> What the task requires: Using the data below, gather each line that includes the word "width".

[Start of Attachment]

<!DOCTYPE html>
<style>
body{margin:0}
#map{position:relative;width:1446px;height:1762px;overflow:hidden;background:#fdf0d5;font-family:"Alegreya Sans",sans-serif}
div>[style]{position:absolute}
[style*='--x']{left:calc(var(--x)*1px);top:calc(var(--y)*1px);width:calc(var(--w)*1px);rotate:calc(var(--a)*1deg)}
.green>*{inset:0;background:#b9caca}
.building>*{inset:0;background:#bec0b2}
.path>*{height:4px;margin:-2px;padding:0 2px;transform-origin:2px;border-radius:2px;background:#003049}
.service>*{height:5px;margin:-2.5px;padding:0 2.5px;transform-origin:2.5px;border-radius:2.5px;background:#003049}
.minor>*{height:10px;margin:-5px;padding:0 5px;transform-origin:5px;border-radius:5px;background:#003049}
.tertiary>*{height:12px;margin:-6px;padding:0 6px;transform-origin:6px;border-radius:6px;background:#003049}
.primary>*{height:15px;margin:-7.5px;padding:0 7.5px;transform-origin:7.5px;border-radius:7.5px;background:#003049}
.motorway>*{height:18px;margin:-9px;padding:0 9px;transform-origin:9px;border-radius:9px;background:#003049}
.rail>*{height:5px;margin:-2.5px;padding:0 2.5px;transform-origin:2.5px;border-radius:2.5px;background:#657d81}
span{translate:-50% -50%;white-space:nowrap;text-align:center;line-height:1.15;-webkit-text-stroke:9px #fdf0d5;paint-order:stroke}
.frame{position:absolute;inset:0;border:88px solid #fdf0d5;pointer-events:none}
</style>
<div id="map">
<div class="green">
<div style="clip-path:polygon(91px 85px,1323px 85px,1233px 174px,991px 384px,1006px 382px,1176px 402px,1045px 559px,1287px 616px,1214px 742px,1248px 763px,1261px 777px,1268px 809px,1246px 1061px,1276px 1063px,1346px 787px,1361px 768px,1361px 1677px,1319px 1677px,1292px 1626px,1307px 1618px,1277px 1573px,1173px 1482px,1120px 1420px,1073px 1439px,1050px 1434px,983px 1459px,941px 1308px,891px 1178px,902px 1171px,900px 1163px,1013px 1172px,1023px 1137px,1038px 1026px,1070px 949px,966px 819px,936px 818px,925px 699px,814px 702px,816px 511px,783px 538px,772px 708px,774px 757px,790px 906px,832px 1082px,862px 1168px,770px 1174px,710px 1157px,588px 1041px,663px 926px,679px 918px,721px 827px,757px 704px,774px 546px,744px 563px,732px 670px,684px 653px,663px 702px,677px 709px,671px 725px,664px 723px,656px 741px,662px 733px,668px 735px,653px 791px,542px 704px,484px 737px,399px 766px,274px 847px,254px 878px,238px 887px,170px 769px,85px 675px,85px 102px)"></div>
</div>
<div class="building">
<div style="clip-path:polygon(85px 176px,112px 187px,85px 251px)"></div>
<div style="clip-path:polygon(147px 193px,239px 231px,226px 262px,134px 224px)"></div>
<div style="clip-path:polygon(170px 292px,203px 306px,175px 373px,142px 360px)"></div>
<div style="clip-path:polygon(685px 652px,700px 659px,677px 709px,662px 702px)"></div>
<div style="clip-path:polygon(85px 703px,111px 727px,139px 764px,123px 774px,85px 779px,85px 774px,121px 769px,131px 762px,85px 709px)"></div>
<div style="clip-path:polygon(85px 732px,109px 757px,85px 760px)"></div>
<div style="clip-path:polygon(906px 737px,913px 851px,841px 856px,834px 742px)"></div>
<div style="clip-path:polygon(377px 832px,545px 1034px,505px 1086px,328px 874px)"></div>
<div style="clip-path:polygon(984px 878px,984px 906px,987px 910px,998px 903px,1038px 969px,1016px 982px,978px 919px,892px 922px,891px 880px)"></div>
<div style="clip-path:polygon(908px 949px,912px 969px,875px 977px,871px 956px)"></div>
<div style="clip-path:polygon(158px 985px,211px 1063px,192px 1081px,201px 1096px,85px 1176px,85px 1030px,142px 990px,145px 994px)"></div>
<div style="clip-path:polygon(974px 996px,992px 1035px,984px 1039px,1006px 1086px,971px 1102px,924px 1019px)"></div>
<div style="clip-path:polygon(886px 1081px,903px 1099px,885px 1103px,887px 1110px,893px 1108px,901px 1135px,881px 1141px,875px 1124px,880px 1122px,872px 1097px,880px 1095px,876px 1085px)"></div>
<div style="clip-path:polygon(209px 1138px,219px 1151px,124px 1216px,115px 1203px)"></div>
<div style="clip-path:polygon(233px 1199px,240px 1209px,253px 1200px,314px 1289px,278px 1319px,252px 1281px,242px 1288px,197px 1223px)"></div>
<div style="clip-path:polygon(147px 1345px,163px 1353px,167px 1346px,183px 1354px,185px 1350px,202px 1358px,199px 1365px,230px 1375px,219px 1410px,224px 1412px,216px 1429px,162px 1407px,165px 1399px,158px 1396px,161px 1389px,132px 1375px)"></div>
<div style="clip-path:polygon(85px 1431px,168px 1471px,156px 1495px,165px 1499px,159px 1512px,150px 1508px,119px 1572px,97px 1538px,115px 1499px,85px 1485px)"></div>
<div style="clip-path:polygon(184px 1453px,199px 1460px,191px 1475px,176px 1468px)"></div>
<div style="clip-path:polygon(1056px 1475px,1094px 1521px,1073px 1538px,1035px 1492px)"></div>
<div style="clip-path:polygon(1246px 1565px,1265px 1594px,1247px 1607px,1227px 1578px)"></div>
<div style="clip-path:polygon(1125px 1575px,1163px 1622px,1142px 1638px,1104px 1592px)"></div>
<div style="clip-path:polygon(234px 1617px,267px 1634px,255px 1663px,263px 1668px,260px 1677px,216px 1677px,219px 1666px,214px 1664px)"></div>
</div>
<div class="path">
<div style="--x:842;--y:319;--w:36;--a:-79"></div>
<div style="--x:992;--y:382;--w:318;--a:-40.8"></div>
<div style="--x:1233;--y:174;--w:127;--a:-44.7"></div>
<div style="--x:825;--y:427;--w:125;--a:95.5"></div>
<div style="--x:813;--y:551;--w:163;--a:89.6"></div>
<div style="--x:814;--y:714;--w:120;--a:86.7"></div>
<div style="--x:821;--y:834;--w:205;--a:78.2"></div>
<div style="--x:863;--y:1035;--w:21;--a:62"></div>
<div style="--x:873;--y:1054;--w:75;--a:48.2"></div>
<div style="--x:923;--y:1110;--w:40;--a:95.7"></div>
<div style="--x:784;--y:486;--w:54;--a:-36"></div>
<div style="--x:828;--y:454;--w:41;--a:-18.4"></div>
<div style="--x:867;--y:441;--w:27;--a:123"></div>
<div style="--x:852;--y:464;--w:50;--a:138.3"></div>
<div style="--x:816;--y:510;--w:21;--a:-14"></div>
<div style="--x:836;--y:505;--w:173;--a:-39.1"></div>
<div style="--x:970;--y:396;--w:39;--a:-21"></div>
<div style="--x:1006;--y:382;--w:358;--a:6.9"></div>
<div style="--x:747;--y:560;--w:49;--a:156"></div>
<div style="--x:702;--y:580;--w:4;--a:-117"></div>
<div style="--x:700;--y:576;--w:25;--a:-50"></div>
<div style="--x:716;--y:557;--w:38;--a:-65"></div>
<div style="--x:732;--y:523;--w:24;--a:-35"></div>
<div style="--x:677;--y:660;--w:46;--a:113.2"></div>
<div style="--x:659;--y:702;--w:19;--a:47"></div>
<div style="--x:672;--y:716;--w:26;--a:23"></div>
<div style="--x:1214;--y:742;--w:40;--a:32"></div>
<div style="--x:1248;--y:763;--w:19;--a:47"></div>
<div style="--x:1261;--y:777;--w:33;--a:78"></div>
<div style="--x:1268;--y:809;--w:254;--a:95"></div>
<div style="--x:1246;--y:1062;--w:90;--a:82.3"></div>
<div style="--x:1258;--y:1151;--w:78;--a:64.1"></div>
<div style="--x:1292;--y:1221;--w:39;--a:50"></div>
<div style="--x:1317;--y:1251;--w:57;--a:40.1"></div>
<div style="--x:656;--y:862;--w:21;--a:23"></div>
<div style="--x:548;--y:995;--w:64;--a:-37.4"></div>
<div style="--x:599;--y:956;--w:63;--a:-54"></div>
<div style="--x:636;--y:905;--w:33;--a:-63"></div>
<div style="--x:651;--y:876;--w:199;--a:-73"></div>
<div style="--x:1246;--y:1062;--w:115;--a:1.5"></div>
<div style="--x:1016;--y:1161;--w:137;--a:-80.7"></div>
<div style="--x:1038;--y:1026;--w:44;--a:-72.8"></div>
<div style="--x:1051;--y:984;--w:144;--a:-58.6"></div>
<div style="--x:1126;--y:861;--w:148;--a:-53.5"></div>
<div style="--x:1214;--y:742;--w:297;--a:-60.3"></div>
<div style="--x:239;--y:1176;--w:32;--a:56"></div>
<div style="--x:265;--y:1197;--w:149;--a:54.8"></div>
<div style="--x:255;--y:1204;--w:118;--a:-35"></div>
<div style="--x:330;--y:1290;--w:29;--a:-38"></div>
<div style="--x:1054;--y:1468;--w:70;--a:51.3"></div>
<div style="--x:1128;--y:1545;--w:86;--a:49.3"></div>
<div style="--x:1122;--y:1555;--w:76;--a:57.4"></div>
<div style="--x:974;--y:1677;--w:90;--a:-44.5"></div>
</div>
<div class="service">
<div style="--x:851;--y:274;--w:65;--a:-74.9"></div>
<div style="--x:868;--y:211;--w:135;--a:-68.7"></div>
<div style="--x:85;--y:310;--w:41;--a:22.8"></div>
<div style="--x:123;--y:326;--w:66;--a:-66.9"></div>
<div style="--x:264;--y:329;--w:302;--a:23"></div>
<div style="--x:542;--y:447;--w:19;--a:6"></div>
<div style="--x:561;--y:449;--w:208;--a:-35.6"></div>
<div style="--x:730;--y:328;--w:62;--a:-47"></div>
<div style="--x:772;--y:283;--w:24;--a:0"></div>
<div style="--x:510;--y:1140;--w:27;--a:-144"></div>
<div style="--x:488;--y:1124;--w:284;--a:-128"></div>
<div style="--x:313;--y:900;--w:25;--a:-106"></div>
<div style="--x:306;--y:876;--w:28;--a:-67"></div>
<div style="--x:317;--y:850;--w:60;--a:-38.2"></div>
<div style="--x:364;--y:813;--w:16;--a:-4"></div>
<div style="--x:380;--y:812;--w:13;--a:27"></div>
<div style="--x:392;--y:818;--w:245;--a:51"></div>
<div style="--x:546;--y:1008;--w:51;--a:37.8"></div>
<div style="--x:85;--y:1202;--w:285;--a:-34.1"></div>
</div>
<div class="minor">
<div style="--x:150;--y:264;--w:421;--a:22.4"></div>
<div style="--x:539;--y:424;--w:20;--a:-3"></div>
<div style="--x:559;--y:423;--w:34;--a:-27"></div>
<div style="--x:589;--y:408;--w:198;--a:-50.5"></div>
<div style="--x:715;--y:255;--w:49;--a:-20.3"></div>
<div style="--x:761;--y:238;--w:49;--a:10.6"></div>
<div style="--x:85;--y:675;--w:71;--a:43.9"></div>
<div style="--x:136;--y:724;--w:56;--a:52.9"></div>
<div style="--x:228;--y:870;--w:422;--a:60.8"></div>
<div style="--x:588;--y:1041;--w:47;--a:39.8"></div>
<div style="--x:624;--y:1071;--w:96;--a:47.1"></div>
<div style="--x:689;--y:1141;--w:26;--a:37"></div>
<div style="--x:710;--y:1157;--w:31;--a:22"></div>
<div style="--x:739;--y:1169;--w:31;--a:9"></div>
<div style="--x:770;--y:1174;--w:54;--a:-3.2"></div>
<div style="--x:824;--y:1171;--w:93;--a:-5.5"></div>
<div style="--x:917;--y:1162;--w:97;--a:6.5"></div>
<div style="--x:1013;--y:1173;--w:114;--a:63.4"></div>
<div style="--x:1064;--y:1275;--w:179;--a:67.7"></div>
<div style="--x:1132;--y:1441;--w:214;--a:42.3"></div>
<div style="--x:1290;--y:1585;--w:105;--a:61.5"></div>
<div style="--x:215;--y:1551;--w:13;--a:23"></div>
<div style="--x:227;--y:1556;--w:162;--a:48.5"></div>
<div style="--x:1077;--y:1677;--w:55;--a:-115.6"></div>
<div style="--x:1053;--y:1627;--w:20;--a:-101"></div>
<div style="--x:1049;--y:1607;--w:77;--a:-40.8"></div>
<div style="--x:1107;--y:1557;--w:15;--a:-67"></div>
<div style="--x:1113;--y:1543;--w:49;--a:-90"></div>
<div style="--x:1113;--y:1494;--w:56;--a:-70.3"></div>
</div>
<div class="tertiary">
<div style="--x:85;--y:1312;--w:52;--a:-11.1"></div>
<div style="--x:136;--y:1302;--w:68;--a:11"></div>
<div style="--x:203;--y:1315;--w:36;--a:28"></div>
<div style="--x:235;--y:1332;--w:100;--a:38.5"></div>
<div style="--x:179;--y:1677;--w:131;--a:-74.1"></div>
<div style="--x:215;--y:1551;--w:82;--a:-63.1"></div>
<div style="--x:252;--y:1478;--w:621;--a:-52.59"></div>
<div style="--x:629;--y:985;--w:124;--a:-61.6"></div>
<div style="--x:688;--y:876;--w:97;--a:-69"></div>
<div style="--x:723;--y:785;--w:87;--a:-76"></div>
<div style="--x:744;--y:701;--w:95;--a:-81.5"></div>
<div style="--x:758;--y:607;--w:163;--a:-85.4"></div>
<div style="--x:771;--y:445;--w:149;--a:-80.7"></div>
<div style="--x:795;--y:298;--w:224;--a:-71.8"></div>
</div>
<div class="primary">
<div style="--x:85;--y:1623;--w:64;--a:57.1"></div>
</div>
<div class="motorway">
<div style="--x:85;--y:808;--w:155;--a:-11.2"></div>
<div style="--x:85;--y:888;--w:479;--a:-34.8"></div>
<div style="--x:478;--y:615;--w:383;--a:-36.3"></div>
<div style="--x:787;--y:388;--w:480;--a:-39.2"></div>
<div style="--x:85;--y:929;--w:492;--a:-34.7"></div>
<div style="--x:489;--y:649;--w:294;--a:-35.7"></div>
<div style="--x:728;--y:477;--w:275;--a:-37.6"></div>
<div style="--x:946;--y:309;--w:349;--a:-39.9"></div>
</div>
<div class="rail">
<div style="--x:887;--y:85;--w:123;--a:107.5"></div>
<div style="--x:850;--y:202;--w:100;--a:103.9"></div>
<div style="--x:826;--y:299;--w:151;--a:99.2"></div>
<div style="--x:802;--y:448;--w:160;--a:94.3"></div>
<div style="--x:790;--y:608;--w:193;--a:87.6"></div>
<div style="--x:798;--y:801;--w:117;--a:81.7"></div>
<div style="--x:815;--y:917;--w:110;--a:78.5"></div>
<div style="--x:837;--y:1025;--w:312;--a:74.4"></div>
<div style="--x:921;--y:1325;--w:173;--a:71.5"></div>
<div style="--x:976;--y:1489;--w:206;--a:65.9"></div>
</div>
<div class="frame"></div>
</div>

[End of Attachment]

> Solution:
#map{position:relative;width:1446px;height:1762px;overflow:hidden;background:#fdf0d5;font-family:"Alegreya Sans",sans-serif}
[style*='--x']{left:calc(var(--x)*1px);top:calc(var(--y)*1px);width:calc(var(--w)*1px);rotate:calc(var(--a)*1deg)}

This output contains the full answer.